Questi elementi di modernità furono: la prospettiva, ovvero il modo di rappresentare lo spazio


tridimensionale secondo le regole della prospettiva centrica fondate a Firenze, che riprendono le formule
matematiche e geometriche; saper presentare dei modelli dell’antico.

Gli oculi sopra rappresentano i padri della chiesa e hanno una prospettiva perfetta e furono realizzati da
Nicolò Pizolo, che morì giovane ma frequentò anche egli la bottega dello Scuarcione e tendeva alla
modernità.

Sopra gli oculi realizzati da Pizolo, lavorò la bottega dei Muranesi, appartenente alla famiglia dei Vivarini,
legata alla tradizione, al gotico. All’interno di un’unica committenza quindi convivono più voci: Mantegna e
Pizolo (moderni) e famiglia Vivarini (tradizionali). Le novità che arrivano da Firenze vengono recepite,
integrate con la tradizione locale e riproposte.

Affreschi: le cornici distinguono gli episodi che sono diversi l’uno dall’altro, sia per i temi che per lo spazio. A
parte l’ultima parte, in basso, dove lo spazio è unitario, continuo, l’ambientazione è la stessa. In questo
ultimo spazio è rappresentato il martirio e il trasporto di San Cristoforo, che era un gigante. Qui Mantegna
costruisce una prospettiva che invita lo spettatore ad entrare, questo tramite il trucco del guardare
l’affresco dal basso verso l’alto. Per arrivare a quest’ultimo affresco ci mette sette anni e si impregna dello
stile di Donatello con il passare del tempo, es: spazio reale e della finzione, ovvero che è raffigurato un
recinto che fa da confine tra la nostra realtà e il nostro dipinto; i personaggi sono tutti localizzati al confine,
lungo la staccionata.

La “Sacra conversazione” (1450) fu realizzata da Pizolo, che era del posto ma arriva alle novità toscane
rielaborandole con un suo linguaggio, e Giovanni da Pisa, che viene dalla Toscana e probabilmente è uno di
quegli artisti seguito di Donatello (collaborarono per l’altare del santo?).

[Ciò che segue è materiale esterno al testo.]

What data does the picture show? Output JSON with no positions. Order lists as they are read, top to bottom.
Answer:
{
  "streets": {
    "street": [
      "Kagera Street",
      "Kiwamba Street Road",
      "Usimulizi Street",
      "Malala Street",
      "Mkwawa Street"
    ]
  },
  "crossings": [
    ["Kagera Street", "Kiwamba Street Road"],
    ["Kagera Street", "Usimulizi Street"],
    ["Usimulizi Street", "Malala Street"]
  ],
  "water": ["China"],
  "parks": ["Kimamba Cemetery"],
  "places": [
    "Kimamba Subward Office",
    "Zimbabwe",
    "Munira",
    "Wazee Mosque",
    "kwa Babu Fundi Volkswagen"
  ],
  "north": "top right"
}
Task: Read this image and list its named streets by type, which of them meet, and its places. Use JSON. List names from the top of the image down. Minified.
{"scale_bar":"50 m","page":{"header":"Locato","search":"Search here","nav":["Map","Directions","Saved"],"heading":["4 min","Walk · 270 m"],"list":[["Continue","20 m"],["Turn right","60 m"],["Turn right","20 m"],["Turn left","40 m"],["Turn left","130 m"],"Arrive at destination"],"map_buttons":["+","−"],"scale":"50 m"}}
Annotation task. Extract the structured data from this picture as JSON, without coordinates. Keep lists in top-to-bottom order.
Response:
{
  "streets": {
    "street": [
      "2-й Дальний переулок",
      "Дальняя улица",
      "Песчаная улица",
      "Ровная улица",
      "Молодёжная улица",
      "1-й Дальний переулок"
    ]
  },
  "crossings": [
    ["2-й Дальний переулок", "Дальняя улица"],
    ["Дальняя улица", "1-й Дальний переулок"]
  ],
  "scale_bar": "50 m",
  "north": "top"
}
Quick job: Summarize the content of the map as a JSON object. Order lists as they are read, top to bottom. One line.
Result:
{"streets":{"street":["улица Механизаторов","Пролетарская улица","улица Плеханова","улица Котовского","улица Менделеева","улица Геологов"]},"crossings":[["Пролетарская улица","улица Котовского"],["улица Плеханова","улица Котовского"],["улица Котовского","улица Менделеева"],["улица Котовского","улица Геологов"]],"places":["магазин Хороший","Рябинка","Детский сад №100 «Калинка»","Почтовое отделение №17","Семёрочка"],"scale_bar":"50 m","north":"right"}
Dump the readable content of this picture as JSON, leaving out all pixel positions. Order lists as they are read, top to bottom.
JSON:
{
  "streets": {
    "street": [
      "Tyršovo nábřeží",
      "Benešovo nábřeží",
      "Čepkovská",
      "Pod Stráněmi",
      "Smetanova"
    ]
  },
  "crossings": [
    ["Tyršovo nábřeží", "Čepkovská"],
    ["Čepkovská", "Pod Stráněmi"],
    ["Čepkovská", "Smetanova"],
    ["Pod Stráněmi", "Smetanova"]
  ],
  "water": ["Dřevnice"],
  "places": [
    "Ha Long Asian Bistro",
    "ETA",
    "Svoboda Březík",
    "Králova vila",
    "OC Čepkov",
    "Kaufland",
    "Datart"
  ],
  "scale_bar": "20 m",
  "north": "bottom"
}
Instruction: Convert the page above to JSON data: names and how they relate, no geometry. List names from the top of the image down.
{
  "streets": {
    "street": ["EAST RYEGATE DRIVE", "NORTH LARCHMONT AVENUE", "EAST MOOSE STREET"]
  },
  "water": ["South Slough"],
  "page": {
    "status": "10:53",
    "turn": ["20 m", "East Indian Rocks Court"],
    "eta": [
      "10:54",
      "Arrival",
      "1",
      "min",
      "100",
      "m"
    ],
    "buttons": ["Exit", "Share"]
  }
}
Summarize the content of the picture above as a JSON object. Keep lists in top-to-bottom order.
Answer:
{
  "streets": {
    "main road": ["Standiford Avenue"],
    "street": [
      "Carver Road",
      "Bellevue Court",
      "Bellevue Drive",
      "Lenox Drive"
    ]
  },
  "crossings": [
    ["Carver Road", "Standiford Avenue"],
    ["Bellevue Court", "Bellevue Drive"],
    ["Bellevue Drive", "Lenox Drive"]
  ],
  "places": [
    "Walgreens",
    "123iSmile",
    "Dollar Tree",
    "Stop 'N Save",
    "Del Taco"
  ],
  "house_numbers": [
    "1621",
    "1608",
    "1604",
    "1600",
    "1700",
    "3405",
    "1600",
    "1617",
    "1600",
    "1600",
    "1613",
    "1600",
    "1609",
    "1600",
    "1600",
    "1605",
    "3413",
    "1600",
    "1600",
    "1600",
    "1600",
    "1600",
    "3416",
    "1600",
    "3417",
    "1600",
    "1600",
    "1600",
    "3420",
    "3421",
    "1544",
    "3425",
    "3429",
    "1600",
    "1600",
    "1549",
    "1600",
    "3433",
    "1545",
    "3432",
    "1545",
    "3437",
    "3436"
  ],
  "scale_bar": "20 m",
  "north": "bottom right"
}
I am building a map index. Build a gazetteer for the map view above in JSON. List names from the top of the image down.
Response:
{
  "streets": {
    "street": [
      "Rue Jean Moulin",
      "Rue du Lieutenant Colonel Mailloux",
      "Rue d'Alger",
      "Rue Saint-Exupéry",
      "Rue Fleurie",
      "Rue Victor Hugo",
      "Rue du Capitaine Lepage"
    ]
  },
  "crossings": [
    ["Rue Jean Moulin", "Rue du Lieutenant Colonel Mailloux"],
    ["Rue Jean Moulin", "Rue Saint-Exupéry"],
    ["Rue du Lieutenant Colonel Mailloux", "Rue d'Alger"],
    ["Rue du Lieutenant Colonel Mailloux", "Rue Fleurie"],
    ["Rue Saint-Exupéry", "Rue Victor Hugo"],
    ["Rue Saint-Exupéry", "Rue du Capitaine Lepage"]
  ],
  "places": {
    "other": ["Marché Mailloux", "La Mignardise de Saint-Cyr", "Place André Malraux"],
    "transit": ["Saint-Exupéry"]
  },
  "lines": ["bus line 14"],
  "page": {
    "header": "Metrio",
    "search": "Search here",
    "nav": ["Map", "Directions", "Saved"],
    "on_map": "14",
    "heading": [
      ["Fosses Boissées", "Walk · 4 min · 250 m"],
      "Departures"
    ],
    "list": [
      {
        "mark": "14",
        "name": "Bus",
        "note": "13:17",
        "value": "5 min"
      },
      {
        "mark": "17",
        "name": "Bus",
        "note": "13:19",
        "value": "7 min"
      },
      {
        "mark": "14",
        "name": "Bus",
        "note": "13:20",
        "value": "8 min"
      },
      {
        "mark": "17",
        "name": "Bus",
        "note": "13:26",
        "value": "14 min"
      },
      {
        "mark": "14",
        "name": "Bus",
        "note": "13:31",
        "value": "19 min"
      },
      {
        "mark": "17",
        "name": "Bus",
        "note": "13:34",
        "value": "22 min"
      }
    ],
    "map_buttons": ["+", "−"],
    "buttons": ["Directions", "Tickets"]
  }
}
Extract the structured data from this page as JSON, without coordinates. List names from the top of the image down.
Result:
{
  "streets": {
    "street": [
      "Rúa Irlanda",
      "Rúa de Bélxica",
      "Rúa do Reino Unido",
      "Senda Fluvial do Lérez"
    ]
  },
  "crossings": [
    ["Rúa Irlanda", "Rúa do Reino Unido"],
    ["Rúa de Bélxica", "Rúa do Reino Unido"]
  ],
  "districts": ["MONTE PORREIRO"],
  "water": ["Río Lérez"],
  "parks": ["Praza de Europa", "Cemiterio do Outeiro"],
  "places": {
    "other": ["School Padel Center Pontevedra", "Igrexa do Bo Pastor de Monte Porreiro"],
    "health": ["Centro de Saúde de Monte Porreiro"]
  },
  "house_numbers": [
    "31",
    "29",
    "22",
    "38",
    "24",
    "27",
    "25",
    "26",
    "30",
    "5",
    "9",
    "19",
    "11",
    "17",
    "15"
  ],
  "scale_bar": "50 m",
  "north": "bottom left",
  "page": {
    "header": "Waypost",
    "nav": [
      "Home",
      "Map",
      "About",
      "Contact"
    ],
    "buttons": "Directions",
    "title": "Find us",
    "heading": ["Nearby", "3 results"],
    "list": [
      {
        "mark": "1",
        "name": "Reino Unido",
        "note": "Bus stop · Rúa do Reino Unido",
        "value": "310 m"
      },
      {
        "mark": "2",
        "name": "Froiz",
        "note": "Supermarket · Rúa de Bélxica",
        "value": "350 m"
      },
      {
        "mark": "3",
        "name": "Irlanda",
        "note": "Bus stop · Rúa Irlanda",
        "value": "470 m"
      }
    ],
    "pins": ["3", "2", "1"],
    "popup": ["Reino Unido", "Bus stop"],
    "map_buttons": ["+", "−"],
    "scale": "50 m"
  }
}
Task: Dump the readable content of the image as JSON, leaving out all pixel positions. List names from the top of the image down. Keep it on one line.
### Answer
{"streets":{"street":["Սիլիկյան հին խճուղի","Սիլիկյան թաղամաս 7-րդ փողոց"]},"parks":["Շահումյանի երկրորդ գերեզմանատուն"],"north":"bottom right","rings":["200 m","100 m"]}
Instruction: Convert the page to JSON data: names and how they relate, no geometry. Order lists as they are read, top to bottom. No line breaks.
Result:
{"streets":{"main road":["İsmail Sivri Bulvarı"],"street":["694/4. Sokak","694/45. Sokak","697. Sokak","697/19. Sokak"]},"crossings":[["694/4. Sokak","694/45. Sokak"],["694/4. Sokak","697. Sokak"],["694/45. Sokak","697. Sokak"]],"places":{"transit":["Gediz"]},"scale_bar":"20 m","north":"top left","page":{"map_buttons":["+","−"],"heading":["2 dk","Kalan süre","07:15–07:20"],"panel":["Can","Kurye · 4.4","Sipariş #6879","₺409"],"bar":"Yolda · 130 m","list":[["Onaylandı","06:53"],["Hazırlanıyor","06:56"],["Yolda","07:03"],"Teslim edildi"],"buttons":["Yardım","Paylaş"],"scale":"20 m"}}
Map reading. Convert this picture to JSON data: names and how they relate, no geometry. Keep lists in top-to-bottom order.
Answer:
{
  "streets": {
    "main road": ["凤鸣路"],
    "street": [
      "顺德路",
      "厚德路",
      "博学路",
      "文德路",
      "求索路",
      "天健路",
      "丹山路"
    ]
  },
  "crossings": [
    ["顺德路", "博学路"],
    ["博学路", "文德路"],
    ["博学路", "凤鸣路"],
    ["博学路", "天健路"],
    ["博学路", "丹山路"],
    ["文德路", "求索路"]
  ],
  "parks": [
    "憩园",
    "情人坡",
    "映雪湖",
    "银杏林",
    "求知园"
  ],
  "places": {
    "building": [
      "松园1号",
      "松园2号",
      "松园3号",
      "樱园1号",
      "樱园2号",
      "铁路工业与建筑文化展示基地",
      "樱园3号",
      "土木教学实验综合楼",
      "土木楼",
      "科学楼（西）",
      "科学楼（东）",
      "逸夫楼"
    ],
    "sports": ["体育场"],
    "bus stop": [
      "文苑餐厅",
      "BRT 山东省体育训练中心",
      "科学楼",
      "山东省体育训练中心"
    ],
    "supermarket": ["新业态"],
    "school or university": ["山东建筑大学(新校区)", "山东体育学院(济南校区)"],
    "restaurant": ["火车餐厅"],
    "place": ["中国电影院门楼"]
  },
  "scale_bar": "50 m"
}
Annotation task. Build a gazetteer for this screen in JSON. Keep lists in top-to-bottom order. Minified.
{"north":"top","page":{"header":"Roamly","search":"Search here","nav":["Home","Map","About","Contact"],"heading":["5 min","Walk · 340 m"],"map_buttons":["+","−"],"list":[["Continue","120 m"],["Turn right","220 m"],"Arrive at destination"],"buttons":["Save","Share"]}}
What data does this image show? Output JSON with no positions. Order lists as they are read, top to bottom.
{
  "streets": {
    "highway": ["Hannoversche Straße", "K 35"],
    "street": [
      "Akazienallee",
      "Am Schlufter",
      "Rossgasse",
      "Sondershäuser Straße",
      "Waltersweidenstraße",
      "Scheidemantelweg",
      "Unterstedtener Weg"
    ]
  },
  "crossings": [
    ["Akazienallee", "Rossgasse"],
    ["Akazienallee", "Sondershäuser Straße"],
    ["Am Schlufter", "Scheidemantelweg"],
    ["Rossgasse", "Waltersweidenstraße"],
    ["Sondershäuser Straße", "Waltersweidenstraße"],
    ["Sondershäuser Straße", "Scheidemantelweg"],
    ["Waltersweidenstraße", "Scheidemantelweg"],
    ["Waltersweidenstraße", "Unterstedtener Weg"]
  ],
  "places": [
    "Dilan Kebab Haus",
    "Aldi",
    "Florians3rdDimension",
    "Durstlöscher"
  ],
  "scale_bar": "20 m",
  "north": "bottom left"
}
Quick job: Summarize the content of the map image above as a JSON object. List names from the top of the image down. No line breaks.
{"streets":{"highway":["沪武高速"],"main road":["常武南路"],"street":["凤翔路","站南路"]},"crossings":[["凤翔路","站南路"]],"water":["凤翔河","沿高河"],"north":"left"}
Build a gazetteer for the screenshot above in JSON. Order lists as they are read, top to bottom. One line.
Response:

PALA DI SAN ZENO “Sacra conversazione” di Mantegna a San Zeno, Verona. È l’ultima opera di Mantegna
prima di andare a servizio di Ludovico Gonzaga.
Nella predella ci sono le seguenti storie: orazione nell’orto, crocifissione e resurrezione.
Nel piano principale invece l’ambientazione è un cortile porticato; i pilastri li fa coincidere con le colonnette
della cornice; sopra c’è un festone decorativo che riprende lo stile romano. Gli angioletti hanno i piedi che
escono dal gradino.

Chiesa di S. Andrea, Mantova (1470) commissionata da Ludovico Gonzaga a Leon Battista Alberti. Riprende
Brunelleschi poiché tutto è monumentale; è presente la volta cassettonata ed è tutto equilibrato.

Chiesa di San Sebastiano: a croce greca, a pianta centrale.